LAWS(MAD)-2009-7-253

R R GEORGE CHRISTOPHER Vs. STATE

Decided On July 27, 2009
R R George Christopher Appellant
V/S
STATE Respondents

JUDGEMENT

(1.) WE are guilty of many errors and many faults but our worst crime is abandoning the children, neglecting the fountain of life, Many of the things we need can wait. The child cannot. Right now is the time his bones are being formed, his blood is being made, and his senses are being developed. To him we cannot answer. "Tomorrow". His name is "Today", -quoted from Gabriela Mistral

(2.) ".. Whether a civilized State committed to the Rule of law, governed by a written constitution and signatory to International Conventions on the Rights of a Child, could deny to a Section of its own citizens the right to adopt a child and to give that child, a home, a name and nationality?" This is the question posed by Justice Rebello of the Bombay High Court in Manuel Theodore D'souza and Another (see II (2000) DMC 292).

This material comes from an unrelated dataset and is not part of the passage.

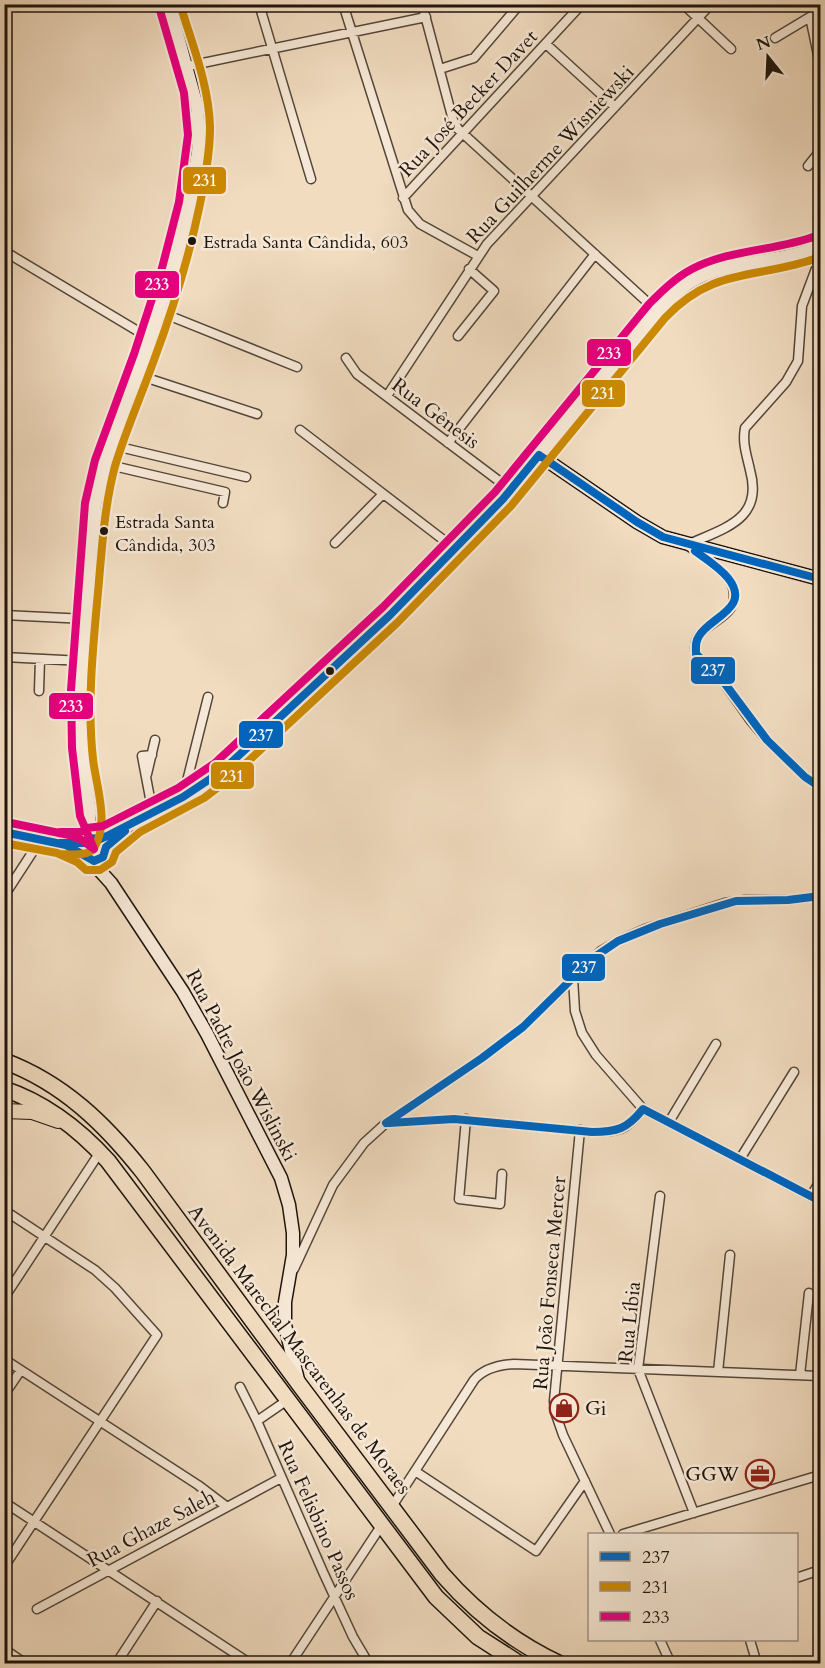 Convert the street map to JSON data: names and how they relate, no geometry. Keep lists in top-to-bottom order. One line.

(3.) JUSTICE Rebello did not stop with that question. He gave a Constitutional basis for the Courts to evolve a solution on the issue of adoption in the following words: "Many of us examining such issues forget that we have taken a solemn oath to protect and defend the Constitution That requires examining legislation and fundamental rights in such a manner that the tears of the abandoned and homeless infants are wiped away, of course within the constitutional parameters. In this matter the exercise of powers of parens patriae and Article 226 to give effect to the fundamental rights, what is in issue are the enforceability of directive principles and International Covenants to which India is a signatory.